Están los sueños y están las ciudades, los lugares. Los lugares forman otro motivo importante en la escritura de Julio Monteverde. Ese reconocimiento geográfico de los lugares en que habitamos. Me gusta cuando sale a recorrer la ciudad sin un sentido u orden preciso. Las ciudades son nuestros bosques. Espacios en los que perderse (y qué difícil es, hoy en día, perderse… siempre geolocalizados, ubicados, señalados). Recuerdo unos viajes por carretera en los que el navegador, desactualizado, indicaba que sobrevolábamos terrenos baldíos en vez de nuevas carreteras. A qué viene esto… En los sueños como en las ciudades, se dan esos encuentros fortuitos de un paraguas con una máquina de coser, sobre una mesa de disección. Todo está escrito, pero inaccesible en su infinita parte. Entonces, de cuando en cuando, nos encontramos con esas casualidades que nos devuelven el misterio primitivo. Como esos pensamientos escondidos, agazapados en nuestra memoria, que de repente surgen al reconocerse en el otro, en lo otro. 

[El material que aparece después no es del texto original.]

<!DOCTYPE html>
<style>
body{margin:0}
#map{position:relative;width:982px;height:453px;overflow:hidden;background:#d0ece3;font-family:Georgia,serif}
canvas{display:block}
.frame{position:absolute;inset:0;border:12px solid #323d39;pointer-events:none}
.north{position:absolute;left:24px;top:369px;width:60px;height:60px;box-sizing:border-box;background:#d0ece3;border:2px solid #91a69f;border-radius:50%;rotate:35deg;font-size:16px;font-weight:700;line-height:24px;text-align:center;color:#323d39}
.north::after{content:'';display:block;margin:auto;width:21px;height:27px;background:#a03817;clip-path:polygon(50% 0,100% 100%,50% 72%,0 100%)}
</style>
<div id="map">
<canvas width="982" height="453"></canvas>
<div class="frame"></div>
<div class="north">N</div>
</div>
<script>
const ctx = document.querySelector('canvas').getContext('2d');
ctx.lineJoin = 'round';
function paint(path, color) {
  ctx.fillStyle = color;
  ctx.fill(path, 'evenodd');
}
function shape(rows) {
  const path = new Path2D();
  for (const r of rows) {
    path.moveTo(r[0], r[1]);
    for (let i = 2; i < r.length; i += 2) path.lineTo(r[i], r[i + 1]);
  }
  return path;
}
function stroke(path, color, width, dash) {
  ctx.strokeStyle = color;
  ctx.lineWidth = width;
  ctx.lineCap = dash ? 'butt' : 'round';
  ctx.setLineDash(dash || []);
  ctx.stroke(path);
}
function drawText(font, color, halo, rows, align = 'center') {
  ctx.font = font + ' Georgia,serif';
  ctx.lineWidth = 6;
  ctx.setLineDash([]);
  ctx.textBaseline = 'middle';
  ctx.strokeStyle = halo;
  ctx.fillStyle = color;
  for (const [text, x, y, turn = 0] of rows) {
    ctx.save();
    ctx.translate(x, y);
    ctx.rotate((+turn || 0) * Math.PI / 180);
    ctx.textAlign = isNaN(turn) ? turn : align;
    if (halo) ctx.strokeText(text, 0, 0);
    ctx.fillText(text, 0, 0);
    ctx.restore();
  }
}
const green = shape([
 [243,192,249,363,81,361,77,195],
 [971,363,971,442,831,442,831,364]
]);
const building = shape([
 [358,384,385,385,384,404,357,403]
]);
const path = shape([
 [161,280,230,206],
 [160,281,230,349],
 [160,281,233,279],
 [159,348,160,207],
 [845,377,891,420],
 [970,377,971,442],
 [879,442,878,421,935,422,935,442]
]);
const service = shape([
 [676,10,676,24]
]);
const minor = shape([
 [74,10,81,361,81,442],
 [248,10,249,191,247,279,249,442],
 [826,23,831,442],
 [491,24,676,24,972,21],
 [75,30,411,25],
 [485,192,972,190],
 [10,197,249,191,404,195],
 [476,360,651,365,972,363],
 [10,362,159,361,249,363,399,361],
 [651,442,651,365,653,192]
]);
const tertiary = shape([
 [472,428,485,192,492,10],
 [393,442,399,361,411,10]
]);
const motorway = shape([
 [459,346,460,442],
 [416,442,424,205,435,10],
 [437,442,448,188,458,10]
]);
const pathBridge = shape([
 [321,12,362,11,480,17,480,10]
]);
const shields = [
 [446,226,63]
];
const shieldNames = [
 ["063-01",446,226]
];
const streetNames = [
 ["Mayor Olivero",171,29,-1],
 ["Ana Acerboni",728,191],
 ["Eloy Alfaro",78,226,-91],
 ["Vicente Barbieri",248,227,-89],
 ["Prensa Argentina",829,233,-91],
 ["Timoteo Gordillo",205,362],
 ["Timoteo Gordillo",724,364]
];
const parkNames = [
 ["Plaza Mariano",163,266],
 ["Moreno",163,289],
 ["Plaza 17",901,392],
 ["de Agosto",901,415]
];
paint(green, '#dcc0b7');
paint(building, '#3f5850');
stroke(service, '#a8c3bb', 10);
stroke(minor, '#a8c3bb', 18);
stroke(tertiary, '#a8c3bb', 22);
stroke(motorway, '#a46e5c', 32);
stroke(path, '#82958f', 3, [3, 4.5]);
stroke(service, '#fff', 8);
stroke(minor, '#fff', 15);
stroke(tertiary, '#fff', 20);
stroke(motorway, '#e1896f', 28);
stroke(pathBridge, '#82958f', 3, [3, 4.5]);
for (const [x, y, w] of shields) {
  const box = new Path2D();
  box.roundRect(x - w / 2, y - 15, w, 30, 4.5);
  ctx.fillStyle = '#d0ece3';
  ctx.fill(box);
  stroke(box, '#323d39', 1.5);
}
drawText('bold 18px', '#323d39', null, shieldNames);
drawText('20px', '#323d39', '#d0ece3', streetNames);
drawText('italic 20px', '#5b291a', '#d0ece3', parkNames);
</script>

Afinidades electivas. Con Julio Monteverde no dejo de encontrarme una y otra vez. No físicamente, porque está la distancia. Me encuentro con él en su lectura. Reconozco aquello que nunca dije y que nunca hubiera dicho y que él dice por mí o vive por mí o sueña por mí. En el caos de cosas que chocan una y otra vez en mi cabeza, provocando un ruido ensordecedor, aturdidor, pone orden. Hay escritores así y no son para todos y no pueden ser para todos. Aunque tengan que digo mil, millones de lectores, hay escritores que son así y no son para todos. Pienso en Peter Handke, ahora que es una obsesión más. Pienso en Thomas Bernhard, que es otra obsesión más. Siempre te hacen sentirte especial, el único lector. Siempre te hacen mantener una relación de uno a uno. Son escritores que ordenan lo caótico de mi mundo. Esa conexión que es azar o destino. Que viven en la poesía, habitan en la escritura.